[Action item]:
Look through the lines below and extract any with the word "Baerts".

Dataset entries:
BEGIN

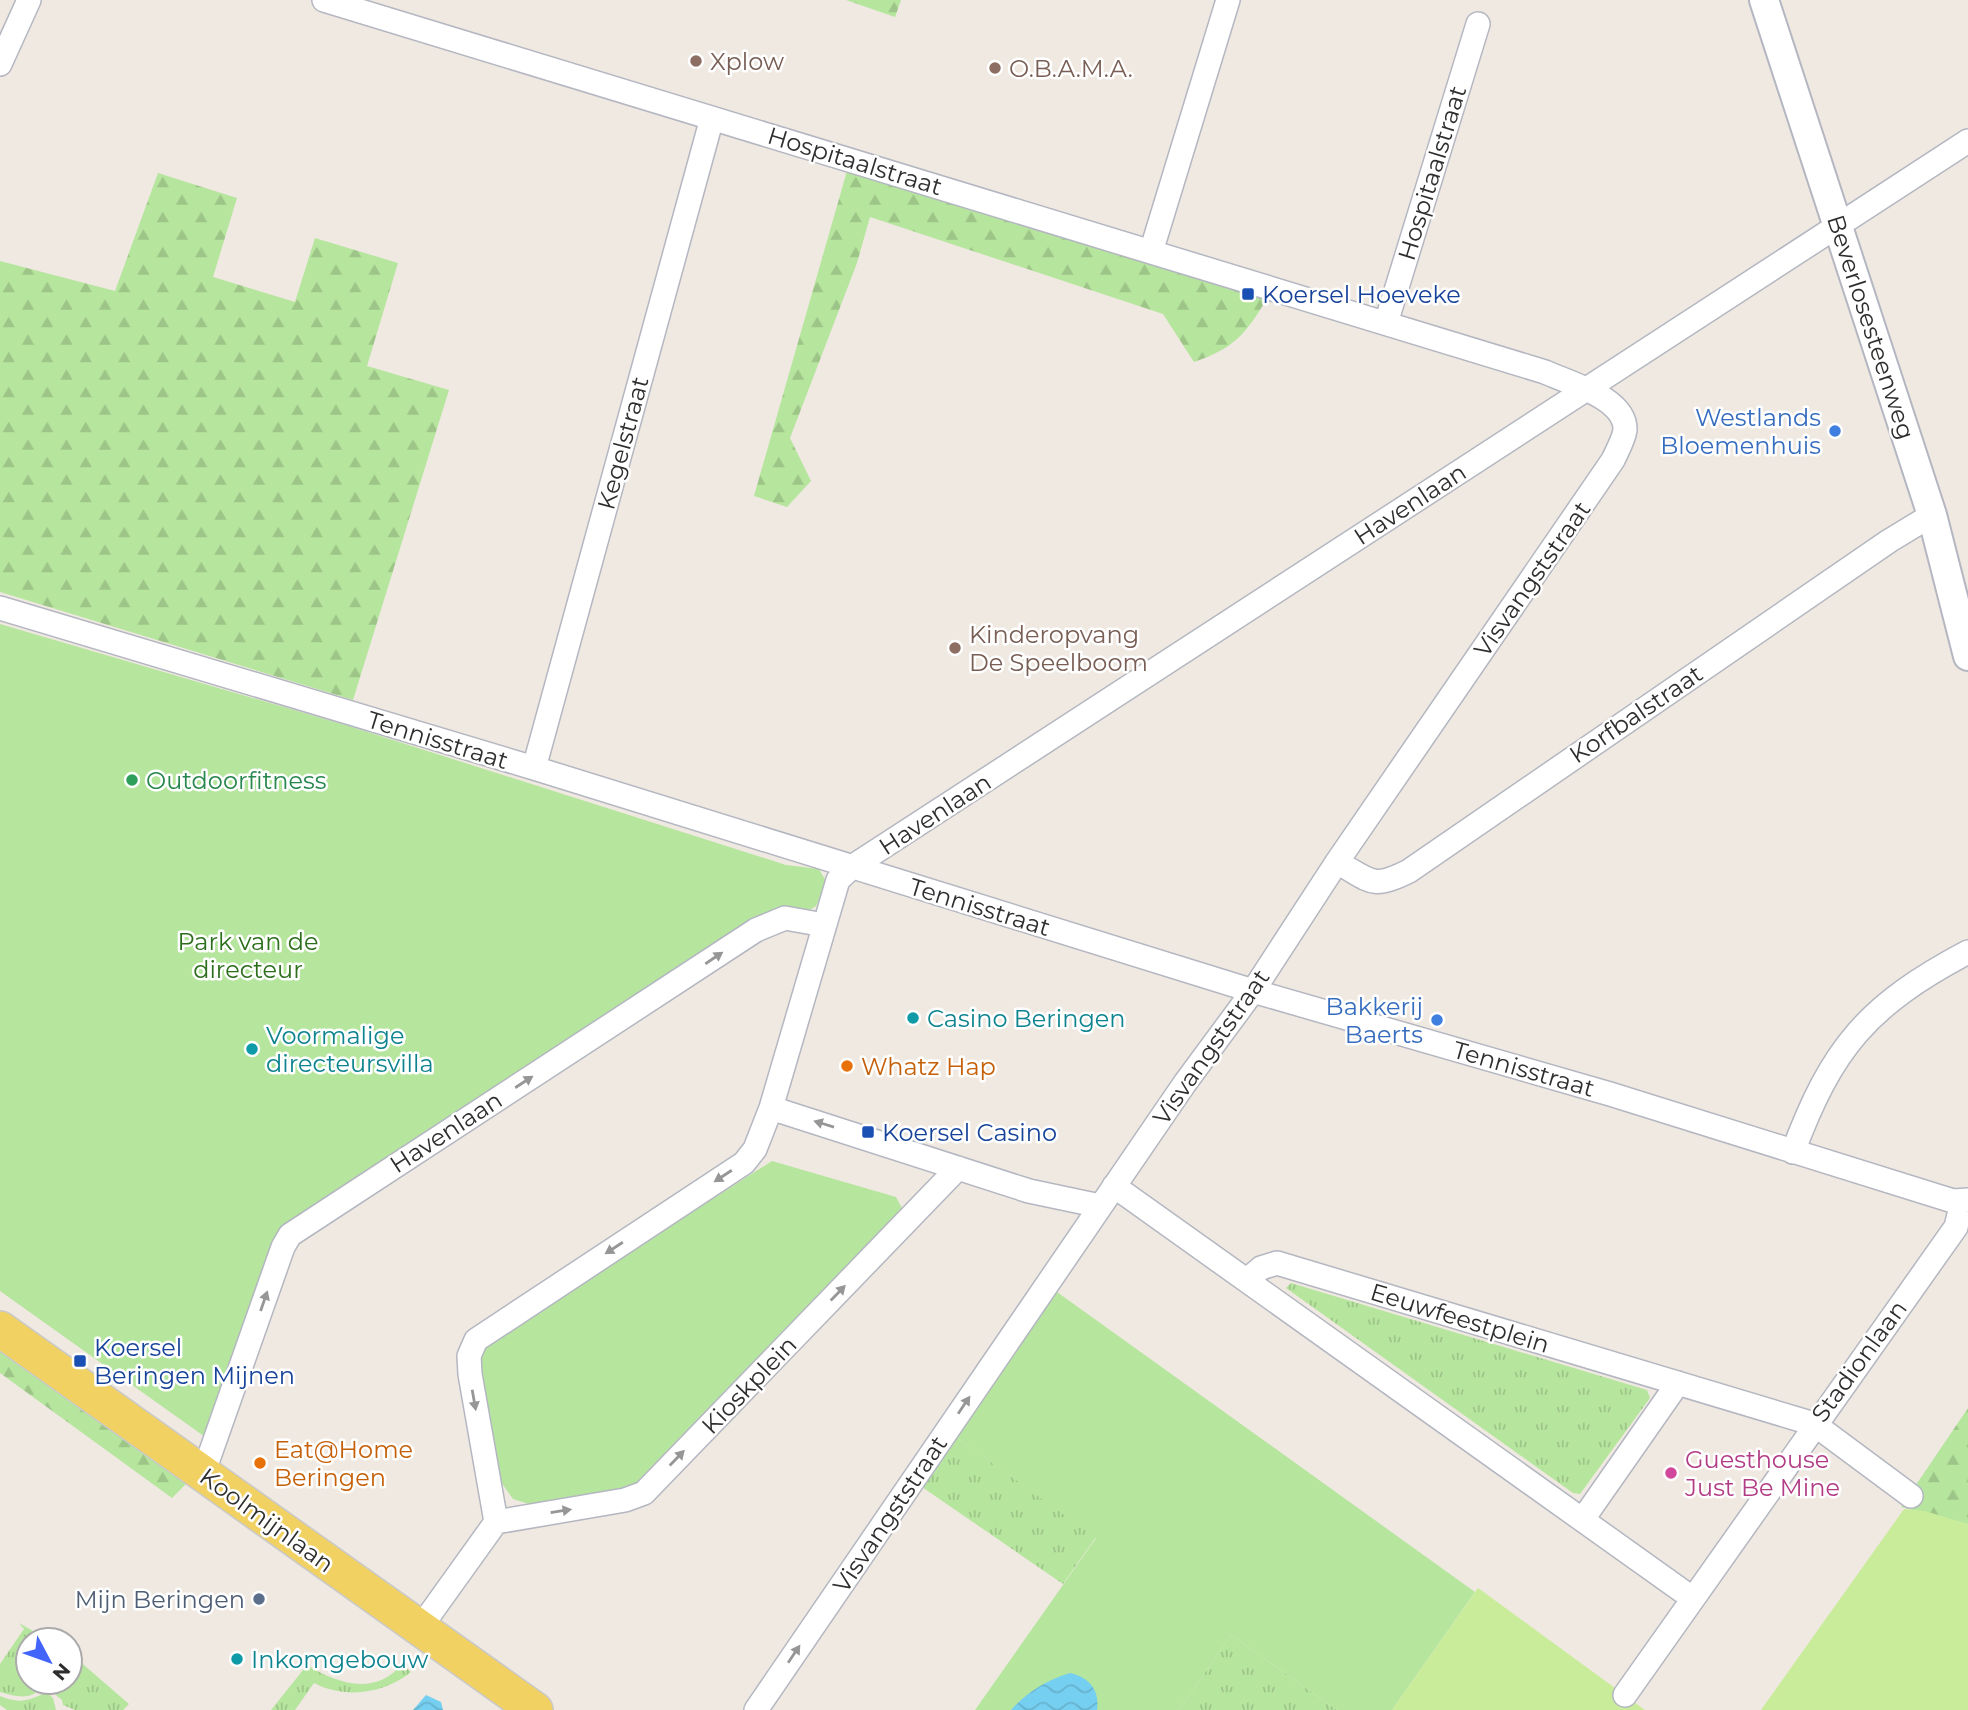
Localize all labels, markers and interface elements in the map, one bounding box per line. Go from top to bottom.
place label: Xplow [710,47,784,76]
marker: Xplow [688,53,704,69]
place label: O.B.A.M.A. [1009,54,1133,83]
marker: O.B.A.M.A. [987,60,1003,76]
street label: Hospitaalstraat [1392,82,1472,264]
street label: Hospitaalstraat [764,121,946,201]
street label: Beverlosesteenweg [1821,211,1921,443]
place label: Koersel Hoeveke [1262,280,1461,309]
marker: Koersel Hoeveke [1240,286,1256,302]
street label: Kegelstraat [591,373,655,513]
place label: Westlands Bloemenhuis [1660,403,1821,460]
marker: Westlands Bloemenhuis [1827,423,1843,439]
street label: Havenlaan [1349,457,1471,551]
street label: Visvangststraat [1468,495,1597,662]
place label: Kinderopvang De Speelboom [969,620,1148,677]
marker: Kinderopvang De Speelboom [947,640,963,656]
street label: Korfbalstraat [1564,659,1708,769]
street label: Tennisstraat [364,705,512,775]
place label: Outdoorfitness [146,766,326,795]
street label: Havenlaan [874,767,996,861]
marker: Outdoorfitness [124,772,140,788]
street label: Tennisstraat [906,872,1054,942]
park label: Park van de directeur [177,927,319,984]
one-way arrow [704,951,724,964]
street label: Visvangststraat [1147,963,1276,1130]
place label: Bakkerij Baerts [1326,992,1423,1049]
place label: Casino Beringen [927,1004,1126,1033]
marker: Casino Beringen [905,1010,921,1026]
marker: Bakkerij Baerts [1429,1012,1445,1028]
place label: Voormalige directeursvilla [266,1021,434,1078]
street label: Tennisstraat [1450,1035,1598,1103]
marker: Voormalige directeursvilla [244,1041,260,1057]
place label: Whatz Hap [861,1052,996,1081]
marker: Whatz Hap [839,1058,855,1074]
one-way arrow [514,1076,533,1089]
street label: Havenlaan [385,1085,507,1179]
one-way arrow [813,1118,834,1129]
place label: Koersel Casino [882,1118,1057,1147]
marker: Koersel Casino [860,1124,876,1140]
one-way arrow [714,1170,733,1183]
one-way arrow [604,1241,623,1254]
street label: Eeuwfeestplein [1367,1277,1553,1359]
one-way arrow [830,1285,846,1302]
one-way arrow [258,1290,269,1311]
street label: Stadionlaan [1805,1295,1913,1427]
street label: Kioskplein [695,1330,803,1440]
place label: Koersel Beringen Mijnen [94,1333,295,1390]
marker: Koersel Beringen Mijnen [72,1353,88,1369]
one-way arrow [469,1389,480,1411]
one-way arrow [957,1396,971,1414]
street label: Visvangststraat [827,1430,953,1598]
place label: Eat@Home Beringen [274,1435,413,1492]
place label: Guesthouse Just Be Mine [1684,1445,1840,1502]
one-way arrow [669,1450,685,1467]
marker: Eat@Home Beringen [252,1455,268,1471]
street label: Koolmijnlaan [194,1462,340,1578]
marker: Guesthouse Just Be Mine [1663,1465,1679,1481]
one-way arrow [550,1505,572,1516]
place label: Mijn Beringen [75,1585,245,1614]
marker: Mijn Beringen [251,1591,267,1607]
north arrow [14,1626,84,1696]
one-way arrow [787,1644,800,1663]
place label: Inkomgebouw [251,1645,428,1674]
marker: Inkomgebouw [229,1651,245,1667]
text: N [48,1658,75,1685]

END

[Reply]:
place label: Bakkerij Baerts [1326,992,1423,1049]
marker: Bakkerij Baerts [1429,1012,1445,1028]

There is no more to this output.